***** INPUT RECORDS

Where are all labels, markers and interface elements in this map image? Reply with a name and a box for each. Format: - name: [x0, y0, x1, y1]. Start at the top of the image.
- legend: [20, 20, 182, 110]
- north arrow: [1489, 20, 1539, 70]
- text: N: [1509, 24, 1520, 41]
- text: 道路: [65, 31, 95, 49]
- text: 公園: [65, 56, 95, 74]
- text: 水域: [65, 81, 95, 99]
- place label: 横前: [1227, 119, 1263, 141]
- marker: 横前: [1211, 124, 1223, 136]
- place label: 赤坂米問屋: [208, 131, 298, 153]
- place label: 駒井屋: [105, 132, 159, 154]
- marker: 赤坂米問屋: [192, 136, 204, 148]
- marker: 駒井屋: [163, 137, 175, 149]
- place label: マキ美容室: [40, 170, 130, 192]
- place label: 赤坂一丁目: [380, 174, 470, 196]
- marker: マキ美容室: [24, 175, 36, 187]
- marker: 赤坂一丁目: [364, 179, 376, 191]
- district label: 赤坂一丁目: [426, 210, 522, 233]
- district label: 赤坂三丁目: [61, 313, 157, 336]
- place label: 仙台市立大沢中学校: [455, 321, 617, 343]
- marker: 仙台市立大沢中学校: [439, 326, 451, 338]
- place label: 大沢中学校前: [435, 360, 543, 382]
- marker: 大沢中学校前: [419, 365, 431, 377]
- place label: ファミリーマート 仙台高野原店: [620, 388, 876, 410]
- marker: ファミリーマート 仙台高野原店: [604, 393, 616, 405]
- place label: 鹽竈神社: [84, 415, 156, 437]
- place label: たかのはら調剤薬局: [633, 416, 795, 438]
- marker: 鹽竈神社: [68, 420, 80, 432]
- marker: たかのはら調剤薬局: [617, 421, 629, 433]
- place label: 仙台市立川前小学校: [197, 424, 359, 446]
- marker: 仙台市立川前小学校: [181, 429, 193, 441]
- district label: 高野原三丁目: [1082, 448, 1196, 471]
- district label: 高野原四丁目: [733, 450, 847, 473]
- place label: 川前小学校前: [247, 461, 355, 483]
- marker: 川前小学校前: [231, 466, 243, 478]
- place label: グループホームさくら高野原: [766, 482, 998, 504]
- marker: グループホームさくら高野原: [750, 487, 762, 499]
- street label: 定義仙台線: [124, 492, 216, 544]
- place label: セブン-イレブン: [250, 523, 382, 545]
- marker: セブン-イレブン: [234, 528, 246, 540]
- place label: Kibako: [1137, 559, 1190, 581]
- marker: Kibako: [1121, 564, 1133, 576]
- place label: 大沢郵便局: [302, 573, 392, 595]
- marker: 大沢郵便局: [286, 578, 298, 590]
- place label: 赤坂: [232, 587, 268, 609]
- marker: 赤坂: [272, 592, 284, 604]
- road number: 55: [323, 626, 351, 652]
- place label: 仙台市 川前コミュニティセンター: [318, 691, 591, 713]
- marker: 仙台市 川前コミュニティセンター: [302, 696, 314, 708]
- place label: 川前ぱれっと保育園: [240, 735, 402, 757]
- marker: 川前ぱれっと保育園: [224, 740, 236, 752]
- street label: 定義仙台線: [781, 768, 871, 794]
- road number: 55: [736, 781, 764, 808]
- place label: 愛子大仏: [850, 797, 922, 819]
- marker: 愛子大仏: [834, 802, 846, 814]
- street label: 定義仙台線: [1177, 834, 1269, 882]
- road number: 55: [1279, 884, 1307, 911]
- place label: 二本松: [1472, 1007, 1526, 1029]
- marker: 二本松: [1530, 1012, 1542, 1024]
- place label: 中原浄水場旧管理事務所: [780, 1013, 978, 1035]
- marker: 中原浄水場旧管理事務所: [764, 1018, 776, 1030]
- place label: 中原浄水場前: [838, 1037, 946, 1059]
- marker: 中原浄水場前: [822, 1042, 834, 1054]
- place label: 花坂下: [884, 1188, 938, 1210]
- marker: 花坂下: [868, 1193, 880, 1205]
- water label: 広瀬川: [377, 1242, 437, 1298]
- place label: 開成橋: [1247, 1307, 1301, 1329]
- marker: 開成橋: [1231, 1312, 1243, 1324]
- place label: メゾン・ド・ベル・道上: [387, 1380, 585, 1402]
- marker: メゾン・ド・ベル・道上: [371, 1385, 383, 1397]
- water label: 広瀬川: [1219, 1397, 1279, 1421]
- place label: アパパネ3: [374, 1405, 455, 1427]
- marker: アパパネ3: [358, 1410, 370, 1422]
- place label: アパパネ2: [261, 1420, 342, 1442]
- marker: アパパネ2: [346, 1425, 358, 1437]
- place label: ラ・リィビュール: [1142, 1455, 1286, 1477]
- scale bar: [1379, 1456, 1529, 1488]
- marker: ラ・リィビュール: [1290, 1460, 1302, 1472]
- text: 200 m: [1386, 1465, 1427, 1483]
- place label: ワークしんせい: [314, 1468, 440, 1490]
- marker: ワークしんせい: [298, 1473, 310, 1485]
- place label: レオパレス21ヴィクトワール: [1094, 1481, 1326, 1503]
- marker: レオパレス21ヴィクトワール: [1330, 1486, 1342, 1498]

**********

# WORK TO BE COMPLETED
Each line above must be output exactly as it stands.

# EXPECTED ANSWER
Where are all labels, markers and interface elements in this map image? Reply with a name and a box for each. Format: - name: [x0, y0, x1, y1]. Start at the top of the image.
- legend: [20, 20, 182, 110]
- north arrow: [1489, 20, 1539, 70]
- text: N: [1509, 24, 1520, 41]
- text: 道路: [65, 31, 95, 49]
- text: 公園: [65, 56, 95, 74]
- text: 水域: [65, 81, 95, 99]
- place label: 横前: [1227, 119, 1263, 141]
- marker: 横前: [1211, 124, 1223, 136]
- place label: 赤坂米問屋: [208, 131, 298, 153]
- place label: 駒井屋: [105, 132, 159, 154]
- marker: 赤坂米問屋: [192, 136, 204, 148]
- marker: 駒井屋: [163, 137, 175, 149]
- place label: マキ美容室: [40, 170, 130, 192]
- place label: 赤坂一丁目: [380, 174, 470, 196]
- marker: マキ美容室: [24, 175, 36, 187]
- marker: 赤坂一丁目: [364, 179, 376, 191]
- district label: 赤坂一丁目: [426, 210, 522, 233]
- district label: 赤坂三丁目: [61, 313, 157, 336]
- place label: 仙台市立大沢中学校: [455, 321, 617, 343]
- marker: 仙台市立大沢中学校: [439, 326, 451, 338]
- place label: 大沢中学校前: [435, 360, 543, 382]
- marker: 大沢中学校前: [419, 365, 431, 377]
- place label: ファミリーマート 仙台高野原店: [620, 388, 876, 410]
- marker: ファミリーマート 仙台高野原店: [604, 393, 616, 405]
- place label: 鹽竈神社: [84, 415, 156, 437]
- place label: たかのはら調剤薬局: [633, 416, 795, 438]
- marker: 鹽竈神社: [68, 420, 80, 432]
- marker: たかのはら調剤薬局: [617, 421, 629, 433]
- place label: 仙台市立川前小学校: [197, 424, 359, 446]
- marker: 仙台市立川前小学校: [181, 429, 193, 441]
- district label: 高野原三丁目: [1082, 448, 1196, 471]
- district label: 高野原四丁目: [733, 450, 847, 473]
- place label: 川前小学校前: [247, 461, 355, 483]
- marker: 川前小学校前: [231, 466, 243, 478]
- place label: グループホームさくら高野原: [766, 482, 998, 504]
- marker: グループホームさくら高野原: [750, 487, 762, 499]
- street label: 定義仙台線: [124, 492, 216, 544]
- place label: セブン-イレブン: [250, 523, 382, 545]
- marker: セブン-イレブン: [234, 528, 246, 540]
- place label: Kibako: [1137, 559, 1190, 581]
- marker: Kibako: [1121, 564, 1133, 576]
- place label: 大沢郵便局: [302, 573, 392, 595]
- marker: 大沢郵便局: [286, 578, 298, 590]
- place label: 赤坂: [232, 587, 268, 609]
- marker: 赤坂: [272, 592, 284, 604]
- road number: 55: [323, 626, 351, 652]
- place label: 仙台市 川前コミュニティセンター: [318, 691, 591, 713]
- marker: 仙台市 川前コミュニティセンター: [302, 696, 314, 708]
- place label: 川前ぱれっと保育園: [240, 735, 402, 757]
- marker: 川前ぱれっと保育園: [224, 740, 236, 752]
- street label: 定義仙台線: [781, 768, 871, 794]
- road number: 55: [736, 781, 764, 808]
- place label: 愛子大仏: [850, 797, 922, 819]
- marker: 愛子大仏: [834, 802, 846, 814]
- street label: 定義仙台線: [1177, 834, 1269, 882]
- road number: 55: [1279, 884, 1307, 911]
- place label: 二本松: [1472, 1007, 1526, 1029]
- marker: 二本松: [1530, 1012, 1542, 1024]
- place label: 中原浄水場旧管理事務所: [780, 1013, 978, 1035]
- marker: 中原浄水場旧管理事務所: [764, 1018, 776, 1030]
- place label: 中原浄水場前: [838, 1037, 946, 1059]
- marker: 中原浄水場前: [822, 1042, 834, 1054]
- place label: 花坂下: [884, 1188, 938, 1210]
- marker: 花坂下: [868, 1193, 880, 1205]
- water label: 広瀬川: [377, 1242, 437, 1298]
- place label: 開成橋: [1247, 1307, 1301, 1329]
- marker: 開成橋: [1231, 1312, 1243, 1324]
- place label: メゾン・ド・ベル・道上: [387, 1380, 585, 1402]
- marker: メゾン・ド・ベル・道上: [371, 1385, 383, 1397]
- water label: 広瀬川: [1219, 1397, 1279, 1421]
- place label: アパパネ3: [374, 1405, 455, 1427]
- marker: アパパネ3: [358, 1410, 370, 1422]
- place label: アパパネ2: [261, 1420, 342, 1442]
- marker: アパパネ2: [346, 1425, 358, 1437]
- place label: ラ・リィビュール: [1142, 1455, 1286, 1477]
- scale bar: [1379, 1456, 1529, 1488]
- marker: ラ・リィビュール: [1290, 1460, 1302, 1472]
- text: 200 m: [1386, 1465, 1427, 1483]
- place label: ワークしんせい: [314, 1468, 440, 1490]
- marker: ワークしんせい: [298, 1473, 310, 1485]
- place label: レオパレス21ヴィクトワール: [1094, 1481, 1326, 1503]
- marker: レオパレス21ヴィクトワール: [1330, 1486, 1342, 1498]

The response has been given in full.